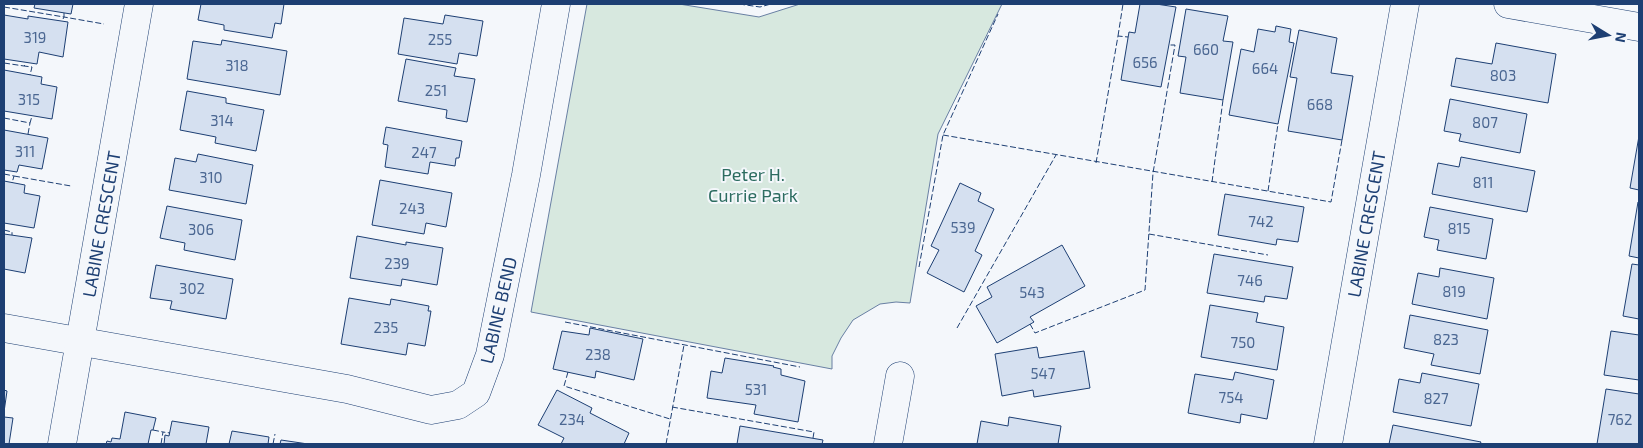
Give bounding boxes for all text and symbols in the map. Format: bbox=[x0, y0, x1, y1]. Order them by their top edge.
north arrow bbox=[1583, 10, 1633, 60]
house number: 319 bbox=[24, 28, 46, 46]
house number: 255 bbox=[428, 30, 452, 48]
text: N bbox=[1612, 31, 1631, 44]
house number: 660 bbox=[1193, 40, 1219, 58]
house number: 656 bbox=[1132, 53, 1158, 71]
house number: 318 bbox=[225, 56, 249, 74]
house number: 664 bbox=[1252, 59, 1278, 77]
house number: 803 bbox=[1490, 66, 1516, 84]
house number: 251 bbox=[425, 81, 447, 99]
house number: 315 bbox=[18, 90, 40, 108]
house number: 668 bbox=[1307, 95, 1333, 113]
house number: 314 bbox=[210, 111, 234, 129]
house number: 807 bbox=[1472, 113, 1498, 131]
house number: 311 bbox=[15, 142, 35, 160]
house number: 247 bbox=[411, 143, 437, 161]
street label: LABINE CRESCENT bbox=[77, 149, 125, 299]
street label: LABINE CRESCENT bbox=[1342, 149, 1390, 299]
park label: Peter H. Currie Park bbox=[708, 163, 798, 206]
house number: 310 bbox=[199, 168, 223, 186]
house number: 811 bbox=[1472, 173, 1494, 191]
house number: 243 bbox=[399, 199, 425, 217]
house number: 742 bbox=[1248, 212, 1274, 230]
house number: 539 bbox=[951, 218, 975, 236]
house number: 815 bbox=[1447, 219, 1471, 237]
house number: 306 bbox=[188, 220, 214, 238]
house number: 239 bbox=[384, 254, 410, 272]
street label: LABINE BEND bbox=[475, 254, 521, 366]
house number: 746 bbox=[1237, 271, 1263, 289]
house number: 302 bbox=[179, 279, 205, 297]
house number: 819 bbox=[1442, 282, 1466, 300]
house number: 543 bbox=[1019, 283, 1045, 301]
house number: 235 bbox=[374, 318, 398, 336]
house number: 823 bbox=[1433, 330, 1459, 348]
house number: 750 bbox=[1231, 333, 1255, 351]
house number: 238 bbox=[585, 345, 611, 363]
house number: 547 bbox=[1031, 364, 1056, 382]
house number: 531 bbox=[745, 380, 767, 398]
house number: 754 bbox=[1219, 388, 1243, 406]
house number: 827 bbox=[1423, 389, 1449, 407]
house number: 234 bbox=[559, 410, 585, 428]
house number: 762 bbox=[1608, 410, 1632, 428]

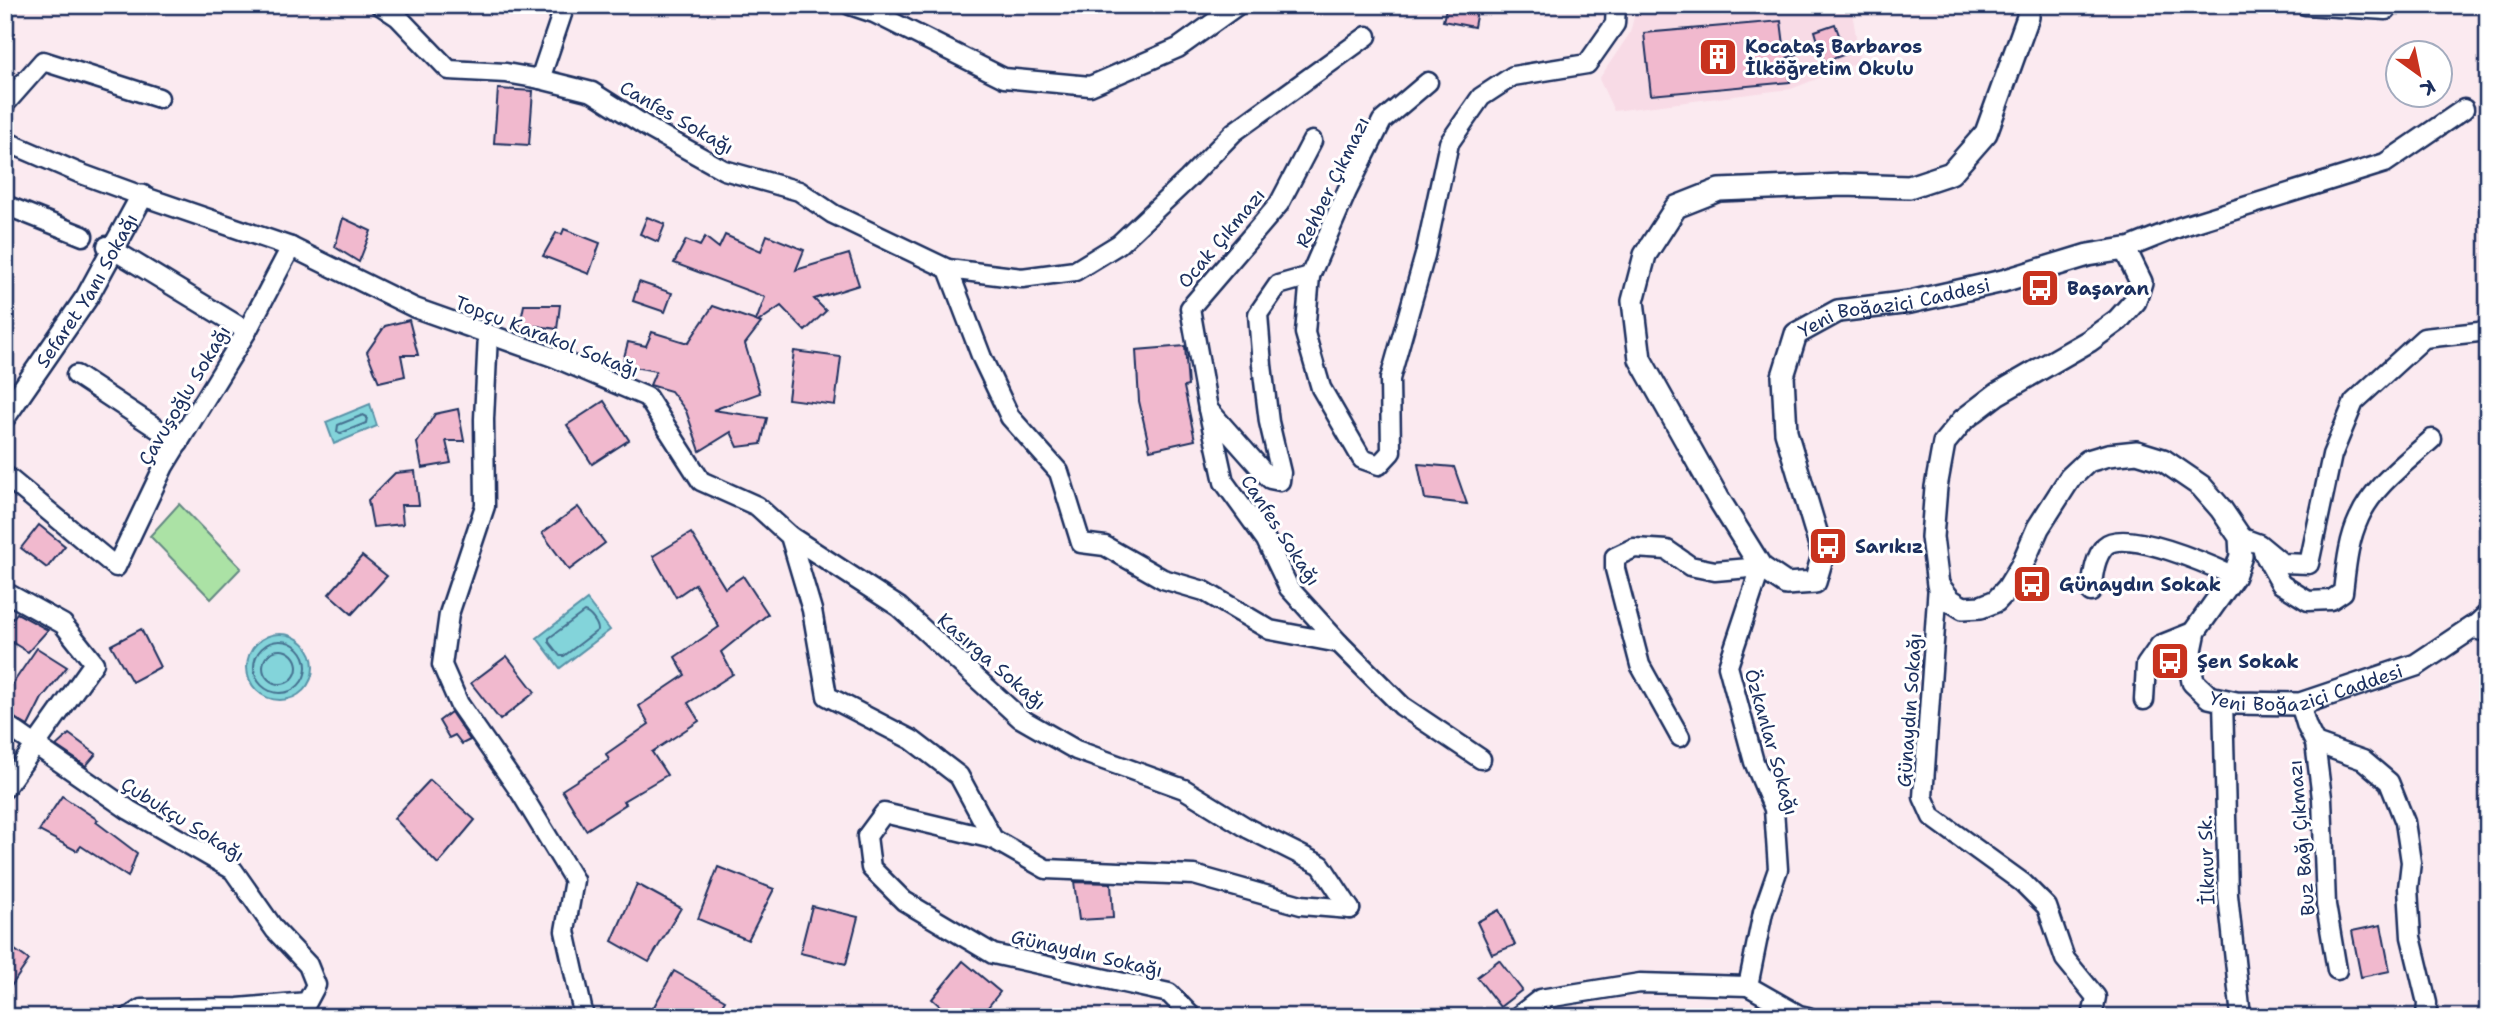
▬▬▬
▶ [What you are asked to do] What you write should match the entries exactly, except that the pictures are dropped.

▶ [Output below]
Give bounding boxes for all text and symbols in the map. Format: bbox=[x0, y0, x1, y1]. Order them by their top edge.
north arrow bbox=[1583, 10, 1633, 60]
house number: 319 bbox=[24, 28, 46, 46]
house number: 255 bbox=[428, 30, 452, 48]
text: N bbox=[1612, 31, 1631, 44]
house number: 660 bbox=[1193, 40, 1219, 58]
house number: 656 bbox=[1132, 53, 1158, 71]
house number: 318 bbox=[225, 56, 249, 74]
house number: 664 bbox=[1252, 59, 1278, 77]
house number: 803 bbox=[1490, 66, 1516, 84]
house number: 251 bbox=[425, 81, 447, 99]
house number: 315 bbox=[18, 90, 40, 108]
house number: 668 bbox=[1307, 95, 1333, 113]
house number: 314 bbox=[210, 111, 234, 129]
house number: 807 bbox=[1472, 113, 1498, 131]
house number: 311 bbox=[15, 142, 35, 160]
house number: 247 bbox=[411, 143, 437, 161]
street label: LABINE CRESCENT bbox=[77, 149, 125, 299]
street label: LABINE CRESCENT bbox=[1342, 149, 1390, 299]
park label: Peter H. Currie Park bbox=[708, 163, 798, 206]
house number: 310 bbox=[199, 168, 223, 186]
house number: 811 bbox=[1472, 173, 1494, 191]
house number: 243 bbox=[399, 199, 425, 217]
house number: 742 bbox=[1248, 212, 1274, 230]
house number: 539 bbox=[951, 218, 975, 236]
house number: 815 bbox=[1447, 219, 1471, 237]
house number: 306 bbox=[188, 220, 214, 238]
house number: 239 bbox=[384, 254, 410, 272]
street label: LABINE BEND bbox=[475, 254, 521, 366]
house number: 746 bbox=[1237, 271, 1263, 289]
house number: 302 bbox=[179, 279, 205, 297]
house number: 819 bbox=[1442, 282, 1466, 300]
house number: 543 bbox=[1019, 283, 1045, 301]
house number: 235 bbox=[374, 318, 398, 336]
house number: 823 bbox=[1433, 330, 1459, 348]
house number: 750 bbox=[1231, 333, 1255, 351]
house number: 238 bbox=[585, 345, 611, 363]
house number: 547 bbox=[1031, 364, 1056, 382]
house number: 531 bbox=[745, 380, 767, 398]
house number: 754 bbox=[1219, 388, 1243, 406]
house number: 827 bbox=[1423, 389, 1449, 407]
house number: 234 bbox=[559, 410, 585, 428]
house number: 762 bbox=[1608, 410, 1632, 428]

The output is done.